Polymyositis (Figs. 15.1 and 15.6) is usually symmetrical, involving the proximal lower extremity muscles with progression to involve the proximal upper extremity, neck, and pharyngeal muscles.²²^,³⁷^,⁴⁵^,⁴⁶^,⁴⁷ Polymyositis typically presents in the fourth decade. Females outnumber males by a 2:1 ratio.²²^,⁴⁵ Onset is insidious, most often with associated muscle pain, and tenderness in 30% of patients. Articular symptoms, including pain and periarticular calcifications, occur in 20% to 50% of cases.⁴⁸ Etiology may be related to viral infection or genetic. Up to one third of patients have associated connective tissue disease, and 10% have underlying malignancy. Malignancy is more common in patients older than 60 years.²²^,⁴⁵^,⁴⁹

Diagnosis is based on clinical presentation, laboratory and EMG data, and muscle biopsy. MR has been demonstrated to be cost effective for diagnosis, selection of biopsy sites, and monitoring therapy.⁴⁷ Techniques as described earlier using T1- and T2-weighted and STIR sequences are most commonly performed.⁴⁷ O’Connell et al.²² described MR approaches to polymyositis. Coronal STIR images of the body were obtained using the body coil and a 50-cm field of view (FOV). Slice thickness was 8 mm with a 0.8-mm skip. The number of sections varied with patient size. Inflammatory changes in the muscles were easily identified with the STIR sequence. STIR sequences are 97% specific for demonstrating inflammatory myopathies. There is no advantage to contrast-enhanced imaging.¹⁷^,²²^,⁴²

STIR sequences can also be used to follow response to therapy. Differential diagnostic considerations include infectious myopathy, inclusion body myositis (IBM), HIV myositis, sarcoidosis, and eosinophilic myositis.²²

Sarcoid Myopathy

Sarcoidosis is a systemic granulomatous disease that involves lung, lymph nodes, heart, central nervous system, liver, spleen, and, in 1% to 13%, bone, but rarely involves the muscles (Table 15.2).⁴⁵^,⁴⁹^,⁵⁰^,⁵¹^,⁵²^,⁵³^,⁵⁴^,⁵⁵ The exact incidence of muscle involvement is probably underestimated because patients are often asymptomatic.⁵⁴ Proximal limb muscle involvement is most often asymptomatic. Symptomatic muscle involvement only occurs in about 1.4% of patients.²¹^,⁵² However, muscle biopsies demonstrate granulomas in 50% to 80% of patients.⁵²

Otake²¹ reported two types of muscular involvement— nodular and myopathic. The former involves the extremities. Others consider three categories: palpable nodules (type 1), acute myositis (type 2), and chronic myopathy (type 3). Acute myositis causes inflammation with myalgia and
tenderness. Muscle weakness and atrophy is common with chronic myositis (type 3).⁵² Patients typically present with single or multiple palpable nodules. Nodules may be tender to palpation. The myopathic type is symmetrical and presents with progressive weakness and muscle atrophy.²¹^,⁵⁵

Figure 15.5 Dermatomyositis. A: AP radiograph of the knee demonstrating subtle subcutaneous soft tissue calcifications (arrows). Axial T1-weighted image (B) demonstrates low signal intensity in the subcutaneous fat (arrows) corresponding to the calcification on the radiographs. There is also significant muscle atrophy. Coronal STIR sequence (C) shows subcutaneous edema and edema along the ligaments and tendons.
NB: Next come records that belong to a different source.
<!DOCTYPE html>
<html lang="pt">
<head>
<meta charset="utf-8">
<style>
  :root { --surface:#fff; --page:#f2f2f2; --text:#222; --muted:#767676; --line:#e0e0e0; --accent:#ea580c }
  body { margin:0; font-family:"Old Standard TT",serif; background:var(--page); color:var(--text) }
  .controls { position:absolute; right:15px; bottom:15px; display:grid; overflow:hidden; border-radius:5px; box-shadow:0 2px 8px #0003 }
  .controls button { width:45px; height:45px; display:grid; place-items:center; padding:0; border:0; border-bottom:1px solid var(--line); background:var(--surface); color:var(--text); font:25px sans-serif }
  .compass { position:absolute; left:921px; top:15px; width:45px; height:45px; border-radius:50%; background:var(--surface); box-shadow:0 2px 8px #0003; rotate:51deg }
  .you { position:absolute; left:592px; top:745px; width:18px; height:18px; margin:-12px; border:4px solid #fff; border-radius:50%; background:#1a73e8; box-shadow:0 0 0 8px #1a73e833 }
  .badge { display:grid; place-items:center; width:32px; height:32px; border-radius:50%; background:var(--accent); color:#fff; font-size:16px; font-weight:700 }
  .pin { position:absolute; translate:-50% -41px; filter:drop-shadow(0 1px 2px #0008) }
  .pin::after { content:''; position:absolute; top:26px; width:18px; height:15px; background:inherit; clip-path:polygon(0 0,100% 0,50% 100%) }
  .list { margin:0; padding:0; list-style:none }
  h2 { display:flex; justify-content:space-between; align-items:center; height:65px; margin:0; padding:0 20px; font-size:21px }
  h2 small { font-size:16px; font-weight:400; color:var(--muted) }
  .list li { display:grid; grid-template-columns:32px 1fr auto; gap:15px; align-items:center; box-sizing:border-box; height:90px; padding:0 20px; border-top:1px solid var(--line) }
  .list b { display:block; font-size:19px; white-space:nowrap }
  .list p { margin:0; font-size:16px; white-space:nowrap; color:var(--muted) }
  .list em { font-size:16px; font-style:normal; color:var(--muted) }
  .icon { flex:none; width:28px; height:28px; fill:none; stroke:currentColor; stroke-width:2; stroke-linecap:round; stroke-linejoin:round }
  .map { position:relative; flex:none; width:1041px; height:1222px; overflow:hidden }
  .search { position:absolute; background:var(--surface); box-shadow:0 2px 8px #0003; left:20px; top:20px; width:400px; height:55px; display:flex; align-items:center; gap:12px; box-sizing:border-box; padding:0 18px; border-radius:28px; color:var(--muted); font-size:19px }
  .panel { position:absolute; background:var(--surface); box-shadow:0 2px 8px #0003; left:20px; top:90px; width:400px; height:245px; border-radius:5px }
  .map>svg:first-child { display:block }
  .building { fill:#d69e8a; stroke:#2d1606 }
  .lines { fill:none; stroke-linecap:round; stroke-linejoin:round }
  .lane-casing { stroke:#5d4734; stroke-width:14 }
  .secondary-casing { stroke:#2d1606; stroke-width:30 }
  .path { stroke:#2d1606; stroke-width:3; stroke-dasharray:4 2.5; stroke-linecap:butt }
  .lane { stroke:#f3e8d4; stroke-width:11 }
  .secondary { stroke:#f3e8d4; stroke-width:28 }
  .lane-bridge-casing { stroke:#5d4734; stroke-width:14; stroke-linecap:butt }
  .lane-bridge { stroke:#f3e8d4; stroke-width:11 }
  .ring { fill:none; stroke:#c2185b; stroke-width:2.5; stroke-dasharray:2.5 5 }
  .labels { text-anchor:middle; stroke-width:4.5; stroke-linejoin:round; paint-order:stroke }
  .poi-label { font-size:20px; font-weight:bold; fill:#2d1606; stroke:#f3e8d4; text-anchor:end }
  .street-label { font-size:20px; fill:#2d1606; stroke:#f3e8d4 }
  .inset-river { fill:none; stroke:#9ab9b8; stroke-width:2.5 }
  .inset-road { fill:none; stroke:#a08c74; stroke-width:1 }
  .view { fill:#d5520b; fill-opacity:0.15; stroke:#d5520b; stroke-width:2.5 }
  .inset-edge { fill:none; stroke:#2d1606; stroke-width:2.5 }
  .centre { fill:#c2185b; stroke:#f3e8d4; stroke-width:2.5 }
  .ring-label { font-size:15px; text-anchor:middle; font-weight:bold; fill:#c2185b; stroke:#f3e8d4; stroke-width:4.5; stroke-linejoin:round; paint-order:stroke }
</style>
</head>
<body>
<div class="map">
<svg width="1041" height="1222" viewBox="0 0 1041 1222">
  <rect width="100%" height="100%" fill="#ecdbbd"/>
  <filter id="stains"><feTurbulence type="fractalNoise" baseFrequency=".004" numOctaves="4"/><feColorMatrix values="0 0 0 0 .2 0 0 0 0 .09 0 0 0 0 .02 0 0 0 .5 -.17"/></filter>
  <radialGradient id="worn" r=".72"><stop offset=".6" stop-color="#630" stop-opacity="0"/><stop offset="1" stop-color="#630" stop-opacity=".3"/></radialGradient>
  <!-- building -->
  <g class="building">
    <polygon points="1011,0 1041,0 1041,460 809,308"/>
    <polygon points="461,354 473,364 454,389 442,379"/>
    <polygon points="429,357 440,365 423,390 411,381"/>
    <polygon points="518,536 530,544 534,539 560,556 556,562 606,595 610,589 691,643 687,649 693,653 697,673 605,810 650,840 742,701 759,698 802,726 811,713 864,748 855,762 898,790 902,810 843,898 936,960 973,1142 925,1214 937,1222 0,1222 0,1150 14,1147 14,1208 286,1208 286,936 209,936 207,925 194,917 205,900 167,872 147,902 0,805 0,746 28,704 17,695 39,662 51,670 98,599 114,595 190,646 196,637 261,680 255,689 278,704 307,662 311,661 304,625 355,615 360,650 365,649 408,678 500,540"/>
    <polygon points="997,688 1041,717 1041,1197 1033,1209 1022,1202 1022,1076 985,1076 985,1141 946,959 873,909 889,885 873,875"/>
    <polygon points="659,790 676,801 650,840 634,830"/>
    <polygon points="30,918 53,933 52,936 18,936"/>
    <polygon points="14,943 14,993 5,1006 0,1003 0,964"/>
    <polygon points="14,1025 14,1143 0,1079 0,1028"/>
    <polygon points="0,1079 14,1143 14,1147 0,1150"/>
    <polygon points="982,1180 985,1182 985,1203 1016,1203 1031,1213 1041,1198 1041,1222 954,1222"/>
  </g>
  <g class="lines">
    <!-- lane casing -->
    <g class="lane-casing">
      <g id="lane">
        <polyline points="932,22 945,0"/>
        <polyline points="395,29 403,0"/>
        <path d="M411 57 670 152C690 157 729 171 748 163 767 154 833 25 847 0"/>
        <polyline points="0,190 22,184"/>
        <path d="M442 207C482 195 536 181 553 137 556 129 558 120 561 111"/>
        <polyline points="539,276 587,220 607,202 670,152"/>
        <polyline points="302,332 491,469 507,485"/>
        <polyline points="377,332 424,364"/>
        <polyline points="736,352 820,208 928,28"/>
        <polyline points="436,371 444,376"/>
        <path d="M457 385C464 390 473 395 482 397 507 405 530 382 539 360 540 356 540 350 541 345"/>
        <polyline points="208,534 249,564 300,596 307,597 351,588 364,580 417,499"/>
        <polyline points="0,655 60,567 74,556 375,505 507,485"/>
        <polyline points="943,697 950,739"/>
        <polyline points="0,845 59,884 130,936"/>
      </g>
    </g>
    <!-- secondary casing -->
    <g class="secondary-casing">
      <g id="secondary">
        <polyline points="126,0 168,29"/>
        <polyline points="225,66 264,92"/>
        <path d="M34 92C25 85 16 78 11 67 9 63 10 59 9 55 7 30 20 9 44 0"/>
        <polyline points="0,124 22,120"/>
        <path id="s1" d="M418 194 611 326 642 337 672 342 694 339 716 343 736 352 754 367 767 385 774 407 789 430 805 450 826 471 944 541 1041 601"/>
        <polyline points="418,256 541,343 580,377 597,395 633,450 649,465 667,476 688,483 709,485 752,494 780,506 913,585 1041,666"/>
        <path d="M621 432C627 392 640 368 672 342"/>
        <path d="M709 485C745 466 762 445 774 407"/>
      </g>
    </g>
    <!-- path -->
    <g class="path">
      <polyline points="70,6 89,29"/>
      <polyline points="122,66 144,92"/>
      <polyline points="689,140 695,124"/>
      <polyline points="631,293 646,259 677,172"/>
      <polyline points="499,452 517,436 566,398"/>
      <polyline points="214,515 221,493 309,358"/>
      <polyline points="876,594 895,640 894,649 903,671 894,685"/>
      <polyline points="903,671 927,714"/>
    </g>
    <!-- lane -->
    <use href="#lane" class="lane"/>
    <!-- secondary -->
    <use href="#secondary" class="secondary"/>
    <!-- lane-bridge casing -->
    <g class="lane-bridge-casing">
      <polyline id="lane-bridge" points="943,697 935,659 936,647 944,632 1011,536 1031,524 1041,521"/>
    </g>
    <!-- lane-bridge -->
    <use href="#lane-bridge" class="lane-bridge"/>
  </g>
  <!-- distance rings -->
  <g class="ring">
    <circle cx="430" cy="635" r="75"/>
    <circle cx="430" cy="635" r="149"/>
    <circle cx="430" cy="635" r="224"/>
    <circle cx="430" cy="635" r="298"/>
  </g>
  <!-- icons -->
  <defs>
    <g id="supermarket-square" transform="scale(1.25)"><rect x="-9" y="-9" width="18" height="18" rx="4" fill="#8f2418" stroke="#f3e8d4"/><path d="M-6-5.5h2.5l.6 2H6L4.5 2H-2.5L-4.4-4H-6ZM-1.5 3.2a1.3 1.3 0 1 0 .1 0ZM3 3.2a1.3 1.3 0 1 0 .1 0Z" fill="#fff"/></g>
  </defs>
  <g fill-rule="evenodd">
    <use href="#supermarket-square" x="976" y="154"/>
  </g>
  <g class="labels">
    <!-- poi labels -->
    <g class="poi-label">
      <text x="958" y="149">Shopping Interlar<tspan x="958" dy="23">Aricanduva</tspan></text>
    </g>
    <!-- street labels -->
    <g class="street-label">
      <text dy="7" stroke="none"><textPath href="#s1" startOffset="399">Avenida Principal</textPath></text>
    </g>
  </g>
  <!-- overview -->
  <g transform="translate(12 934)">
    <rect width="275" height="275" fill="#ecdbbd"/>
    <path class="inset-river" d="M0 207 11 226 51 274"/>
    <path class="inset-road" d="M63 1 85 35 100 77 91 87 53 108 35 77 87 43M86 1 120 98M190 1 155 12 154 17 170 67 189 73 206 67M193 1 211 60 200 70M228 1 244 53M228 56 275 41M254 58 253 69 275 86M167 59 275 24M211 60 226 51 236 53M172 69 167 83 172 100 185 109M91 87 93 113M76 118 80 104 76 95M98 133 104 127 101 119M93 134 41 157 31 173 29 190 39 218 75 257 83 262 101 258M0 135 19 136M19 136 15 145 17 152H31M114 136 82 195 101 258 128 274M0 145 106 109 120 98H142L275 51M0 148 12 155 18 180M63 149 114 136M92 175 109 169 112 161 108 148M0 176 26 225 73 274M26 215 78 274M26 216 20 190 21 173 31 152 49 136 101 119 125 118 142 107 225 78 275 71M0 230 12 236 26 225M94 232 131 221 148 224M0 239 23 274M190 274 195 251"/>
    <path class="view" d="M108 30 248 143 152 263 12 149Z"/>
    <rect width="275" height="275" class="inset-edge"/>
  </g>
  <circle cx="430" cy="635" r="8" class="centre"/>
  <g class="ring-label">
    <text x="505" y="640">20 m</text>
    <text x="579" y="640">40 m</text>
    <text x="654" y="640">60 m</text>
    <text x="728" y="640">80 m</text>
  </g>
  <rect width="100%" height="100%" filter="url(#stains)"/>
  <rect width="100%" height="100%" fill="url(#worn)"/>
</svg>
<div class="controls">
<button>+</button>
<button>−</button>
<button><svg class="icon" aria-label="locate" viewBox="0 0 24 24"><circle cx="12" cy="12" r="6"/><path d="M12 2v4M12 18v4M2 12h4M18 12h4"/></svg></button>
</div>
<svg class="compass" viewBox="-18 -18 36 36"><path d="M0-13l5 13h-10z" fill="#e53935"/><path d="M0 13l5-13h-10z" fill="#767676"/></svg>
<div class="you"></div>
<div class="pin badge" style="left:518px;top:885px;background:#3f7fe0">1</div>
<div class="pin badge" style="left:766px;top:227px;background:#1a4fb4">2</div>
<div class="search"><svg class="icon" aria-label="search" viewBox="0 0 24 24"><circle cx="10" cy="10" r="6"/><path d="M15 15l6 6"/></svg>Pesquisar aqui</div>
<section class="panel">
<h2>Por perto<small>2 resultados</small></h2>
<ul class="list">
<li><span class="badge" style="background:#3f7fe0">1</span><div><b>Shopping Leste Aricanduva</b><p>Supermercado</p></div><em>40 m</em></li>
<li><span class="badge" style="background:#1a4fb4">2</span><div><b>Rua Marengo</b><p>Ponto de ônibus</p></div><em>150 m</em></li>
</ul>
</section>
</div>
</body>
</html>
An association of sarcoid myopathy with IBM has also been reported.⁵⁶^,⁵⁷ Vattemi et al.⁵⁷ reported that 7.4% of their patients with IBM also had sarcoidosis.
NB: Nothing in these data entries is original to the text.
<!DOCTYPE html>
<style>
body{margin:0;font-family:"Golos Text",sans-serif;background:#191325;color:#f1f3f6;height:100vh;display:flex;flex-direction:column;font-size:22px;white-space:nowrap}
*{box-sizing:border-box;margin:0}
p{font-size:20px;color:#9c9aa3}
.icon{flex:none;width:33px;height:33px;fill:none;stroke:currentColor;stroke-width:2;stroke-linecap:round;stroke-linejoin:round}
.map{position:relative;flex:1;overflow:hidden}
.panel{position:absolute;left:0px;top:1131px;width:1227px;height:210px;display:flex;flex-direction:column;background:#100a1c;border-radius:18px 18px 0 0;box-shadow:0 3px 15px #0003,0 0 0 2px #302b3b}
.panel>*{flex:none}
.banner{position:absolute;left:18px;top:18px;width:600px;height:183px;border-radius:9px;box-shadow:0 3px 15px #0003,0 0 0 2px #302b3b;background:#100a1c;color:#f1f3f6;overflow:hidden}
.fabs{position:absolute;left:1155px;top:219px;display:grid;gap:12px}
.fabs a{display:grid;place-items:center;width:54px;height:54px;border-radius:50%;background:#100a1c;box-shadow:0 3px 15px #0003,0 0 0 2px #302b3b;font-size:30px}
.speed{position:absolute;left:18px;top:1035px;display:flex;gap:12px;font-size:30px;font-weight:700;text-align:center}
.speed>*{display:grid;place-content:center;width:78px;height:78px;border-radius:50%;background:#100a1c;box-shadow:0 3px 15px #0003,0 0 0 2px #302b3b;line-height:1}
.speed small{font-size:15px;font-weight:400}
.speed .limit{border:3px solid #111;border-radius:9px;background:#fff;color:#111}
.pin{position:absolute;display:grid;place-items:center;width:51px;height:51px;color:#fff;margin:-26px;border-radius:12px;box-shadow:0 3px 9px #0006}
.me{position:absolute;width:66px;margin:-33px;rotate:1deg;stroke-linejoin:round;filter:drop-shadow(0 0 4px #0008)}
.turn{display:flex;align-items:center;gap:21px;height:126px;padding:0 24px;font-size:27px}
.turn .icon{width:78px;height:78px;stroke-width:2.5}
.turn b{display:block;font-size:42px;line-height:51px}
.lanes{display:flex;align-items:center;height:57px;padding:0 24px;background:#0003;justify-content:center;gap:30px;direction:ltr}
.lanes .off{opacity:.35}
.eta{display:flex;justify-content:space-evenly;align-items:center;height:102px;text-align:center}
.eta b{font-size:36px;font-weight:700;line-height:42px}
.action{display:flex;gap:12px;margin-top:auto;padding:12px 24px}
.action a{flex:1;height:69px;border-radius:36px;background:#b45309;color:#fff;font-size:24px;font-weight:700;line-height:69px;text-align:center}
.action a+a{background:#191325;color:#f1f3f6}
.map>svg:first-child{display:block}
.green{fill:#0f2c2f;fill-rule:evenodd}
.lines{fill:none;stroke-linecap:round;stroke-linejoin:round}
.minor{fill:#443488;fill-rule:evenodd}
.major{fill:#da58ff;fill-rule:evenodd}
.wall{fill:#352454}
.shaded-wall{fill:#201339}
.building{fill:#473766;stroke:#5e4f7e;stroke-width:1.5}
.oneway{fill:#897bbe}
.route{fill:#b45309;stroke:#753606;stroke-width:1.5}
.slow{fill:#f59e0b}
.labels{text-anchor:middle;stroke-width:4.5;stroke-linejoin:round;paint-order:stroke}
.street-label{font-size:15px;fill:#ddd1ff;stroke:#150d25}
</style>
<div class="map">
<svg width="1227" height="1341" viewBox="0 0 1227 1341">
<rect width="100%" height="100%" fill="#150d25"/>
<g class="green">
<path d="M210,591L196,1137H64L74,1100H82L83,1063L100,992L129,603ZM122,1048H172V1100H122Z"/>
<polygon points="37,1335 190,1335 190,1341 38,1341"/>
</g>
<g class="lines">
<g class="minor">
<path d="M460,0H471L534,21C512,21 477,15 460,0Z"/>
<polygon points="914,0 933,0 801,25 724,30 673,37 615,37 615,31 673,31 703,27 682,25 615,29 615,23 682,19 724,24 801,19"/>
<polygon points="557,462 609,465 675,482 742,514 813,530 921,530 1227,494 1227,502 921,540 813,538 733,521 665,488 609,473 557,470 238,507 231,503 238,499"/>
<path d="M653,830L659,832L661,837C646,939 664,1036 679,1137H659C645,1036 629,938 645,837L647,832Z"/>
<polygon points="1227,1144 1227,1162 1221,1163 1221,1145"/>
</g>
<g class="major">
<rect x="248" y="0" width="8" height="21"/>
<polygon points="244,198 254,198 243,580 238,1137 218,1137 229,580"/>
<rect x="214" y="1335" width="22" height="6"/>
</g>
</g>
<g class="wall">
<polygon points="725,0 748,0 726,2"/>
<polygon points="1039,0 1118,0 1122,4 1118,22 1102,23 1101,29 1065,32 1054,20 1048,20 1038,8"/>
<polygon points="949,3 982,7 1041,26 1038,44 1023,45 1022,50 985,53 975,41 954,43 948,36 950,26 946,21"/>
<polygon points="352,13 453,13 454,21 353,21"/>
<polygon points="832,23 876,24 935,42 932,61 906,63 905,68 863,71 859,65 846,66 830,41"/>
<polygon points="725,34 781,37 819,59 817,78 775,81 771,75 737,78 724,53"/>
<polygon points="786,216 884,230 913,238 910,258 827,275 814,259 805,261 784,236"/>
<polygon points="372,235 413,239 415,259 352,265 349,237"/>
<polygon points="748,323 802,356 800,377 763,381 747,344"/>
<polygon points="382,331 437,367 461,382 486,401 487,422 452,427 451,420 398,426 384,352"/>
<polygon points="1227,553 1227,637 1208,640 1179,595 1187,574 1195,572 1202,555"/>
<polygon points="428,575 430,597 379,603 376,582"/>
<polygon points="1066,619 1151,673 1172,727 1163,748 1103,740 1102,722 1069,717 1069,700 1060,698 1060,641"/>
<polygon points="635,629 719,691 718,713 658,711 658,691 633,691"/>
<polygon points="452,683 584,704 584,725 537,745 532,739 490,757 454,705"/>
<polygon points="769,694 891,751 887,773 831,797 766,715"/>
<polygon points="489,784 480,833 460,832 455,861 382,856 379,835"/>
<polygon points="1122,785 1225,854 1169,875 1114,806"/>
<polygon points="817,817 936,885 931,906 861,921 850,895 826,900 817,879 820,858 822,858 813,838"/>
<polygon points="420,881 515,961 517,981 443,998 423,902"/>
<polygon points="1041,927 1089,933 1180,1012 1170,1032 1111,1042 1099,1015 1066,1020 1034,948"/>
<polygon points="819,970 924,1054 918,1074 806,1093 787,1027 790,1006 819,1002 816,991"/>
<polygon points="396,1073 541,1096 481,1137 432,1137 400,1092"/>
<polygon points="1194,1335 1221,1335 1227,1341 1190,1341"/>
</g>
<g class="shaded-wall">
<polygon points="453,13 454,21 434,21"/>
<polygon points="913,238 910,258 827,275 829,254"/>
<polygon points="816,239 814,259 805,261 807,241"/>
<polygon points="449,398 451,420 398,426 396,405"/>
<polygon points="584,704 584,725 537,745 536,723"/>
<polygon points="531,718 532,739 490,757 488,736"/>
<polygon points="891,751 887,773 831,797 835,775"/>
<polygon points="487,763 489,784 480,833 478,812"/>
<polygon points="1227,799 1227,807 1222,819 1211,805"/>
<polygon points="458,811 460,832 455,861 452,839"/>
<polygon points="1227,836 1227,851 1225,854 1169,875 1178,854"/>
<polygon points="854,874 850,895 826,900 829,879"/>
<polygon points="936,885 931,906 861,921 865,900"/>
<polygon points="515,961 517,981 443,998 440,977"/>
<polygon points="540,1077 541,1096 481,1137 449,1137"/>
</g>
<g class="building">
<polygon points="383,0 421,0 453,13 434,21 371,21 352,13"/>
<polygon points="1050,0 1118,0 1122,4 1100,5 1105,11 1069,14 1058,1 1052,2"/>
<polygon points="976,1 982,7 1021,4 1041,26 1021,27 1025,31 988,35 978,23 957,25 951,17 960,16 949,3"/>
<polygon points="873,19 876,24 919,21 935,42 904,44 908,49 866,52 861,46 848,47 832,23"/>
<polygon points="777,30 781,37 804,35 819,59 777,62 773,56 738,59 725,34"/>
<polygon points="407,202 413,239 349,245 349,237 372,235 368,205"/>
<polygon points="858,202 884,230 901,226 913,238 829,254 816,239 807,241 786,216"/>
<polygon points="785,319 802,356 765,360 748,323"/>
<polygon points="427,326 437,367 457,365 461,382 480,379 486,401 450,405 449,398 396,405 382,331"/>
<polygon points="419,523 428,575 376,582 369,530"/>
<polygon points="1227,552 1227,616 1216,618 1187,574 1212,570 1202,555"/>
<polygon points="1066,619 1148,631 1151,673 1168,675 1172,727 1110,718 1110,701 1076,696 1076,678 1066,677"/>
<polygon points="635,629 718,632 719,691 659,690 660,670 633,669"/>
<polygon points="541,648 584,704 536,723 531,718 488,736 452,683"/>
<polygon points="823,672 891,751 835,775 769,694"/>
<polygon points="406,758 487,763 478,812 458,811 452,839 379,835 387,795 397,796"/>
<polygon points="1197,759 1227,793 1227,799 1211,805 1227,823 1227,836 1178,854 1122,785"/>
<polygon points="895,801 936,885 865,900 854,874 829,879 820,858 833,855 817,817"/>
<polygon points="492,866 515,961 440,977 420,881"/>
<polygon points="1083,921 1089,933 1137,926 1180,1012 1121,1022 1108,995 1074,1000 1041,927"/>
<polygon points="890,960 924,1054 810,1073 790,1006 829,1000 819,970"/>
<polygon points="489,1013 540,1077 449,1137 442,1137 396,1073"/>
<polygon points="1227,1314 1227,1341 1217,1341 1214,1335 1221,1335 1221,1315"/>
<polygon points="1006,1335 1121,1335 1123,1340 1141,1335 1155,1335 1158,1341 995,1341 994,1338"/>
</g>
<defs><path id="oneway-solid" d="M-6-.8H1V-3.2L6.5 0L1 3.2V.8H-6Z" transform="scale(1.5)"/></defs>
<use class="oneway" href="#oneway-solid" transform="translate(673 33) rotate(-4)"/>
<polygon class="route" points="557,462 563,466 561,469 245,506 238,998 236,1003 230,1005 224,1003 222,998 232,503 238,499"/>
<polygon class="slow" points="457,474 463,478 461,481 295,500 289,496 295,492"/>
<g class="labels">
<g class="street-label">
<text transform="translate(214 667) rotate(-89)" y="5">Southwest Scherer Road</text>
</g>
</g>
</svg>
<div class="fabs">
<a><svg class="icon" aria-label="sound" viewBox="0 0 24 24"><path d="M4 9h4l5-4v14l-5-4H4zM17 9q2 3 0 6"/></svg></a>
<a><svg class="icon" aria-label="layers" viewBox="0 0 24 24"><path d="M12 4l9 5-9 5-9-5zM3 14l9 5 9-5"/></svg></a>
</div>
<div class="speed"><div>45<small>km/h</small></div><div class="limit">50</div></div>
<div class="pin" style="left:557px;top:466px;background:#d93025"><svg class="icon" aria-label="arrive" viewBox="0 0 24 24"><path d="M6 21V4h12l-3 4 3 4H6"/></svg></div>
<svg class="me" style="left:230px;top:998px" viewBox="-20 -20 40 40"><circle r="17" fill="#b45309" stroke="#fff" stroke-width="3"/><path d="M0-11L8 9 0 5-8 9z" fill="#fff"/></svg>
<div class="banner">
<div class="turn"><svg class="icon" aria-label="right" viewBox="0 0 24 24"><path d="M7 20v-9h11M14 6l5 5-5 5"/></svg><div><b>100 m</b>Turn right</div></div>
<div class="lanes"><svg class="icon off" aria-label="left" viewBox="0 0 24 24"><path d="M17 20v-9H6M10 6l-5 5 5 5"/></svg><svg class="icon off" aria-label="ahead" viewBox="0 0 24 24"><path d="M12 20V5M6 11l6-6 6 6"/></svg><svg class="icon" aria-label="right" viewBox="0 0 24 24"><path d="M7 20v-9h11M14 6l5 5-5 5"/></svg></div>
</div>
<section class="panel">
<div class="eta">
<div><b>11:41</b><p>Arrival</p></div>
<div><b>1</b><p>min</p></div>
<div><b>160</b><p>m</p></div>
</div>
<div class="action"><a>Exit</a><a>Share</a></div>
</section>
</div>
Imaging of sarcoid myopathy can be accomplished with CT, radionuclide scans, and MRI. Contrast-enhanced CT demonstrates peripherally enhancing lesions.⁵⁴ Gallium-67 and technetium-99m scans have also been employed and provide the advantage of total body imaging to allow detection of multiple areas of involvement. Nodular lesions are demonstrated as focal areas of abnormal uptake compared with diffuse uptake of tracer with myopathic sarcoidosis.²¹ MRI features are useful with nodular lesions. Otake²¹ described stellate areas of low signal intensity with
surrounding high signal intensity on T2-weighted or STIR sequences (Fig. 15.7). These findings are not specific and can also be seen with fibromatosis or other local inflammatory and neoplastic lesions.⁵¹^,⁵⁴ Myopathic changes (types 2 and 3) have nonspecific MR features with diffuse increased signal intensity on T2-weighted or STIR sequences. Biopsy is required to confirm the diagnosis.²¹^,⁴⁵^,⁵¹^,⁵⁴

Figure 15.6 Polymyositis. Axial T1-weighted images demonstrating diffuse fatty infiltration and atrophy with relative sparing of the vastus lateralis.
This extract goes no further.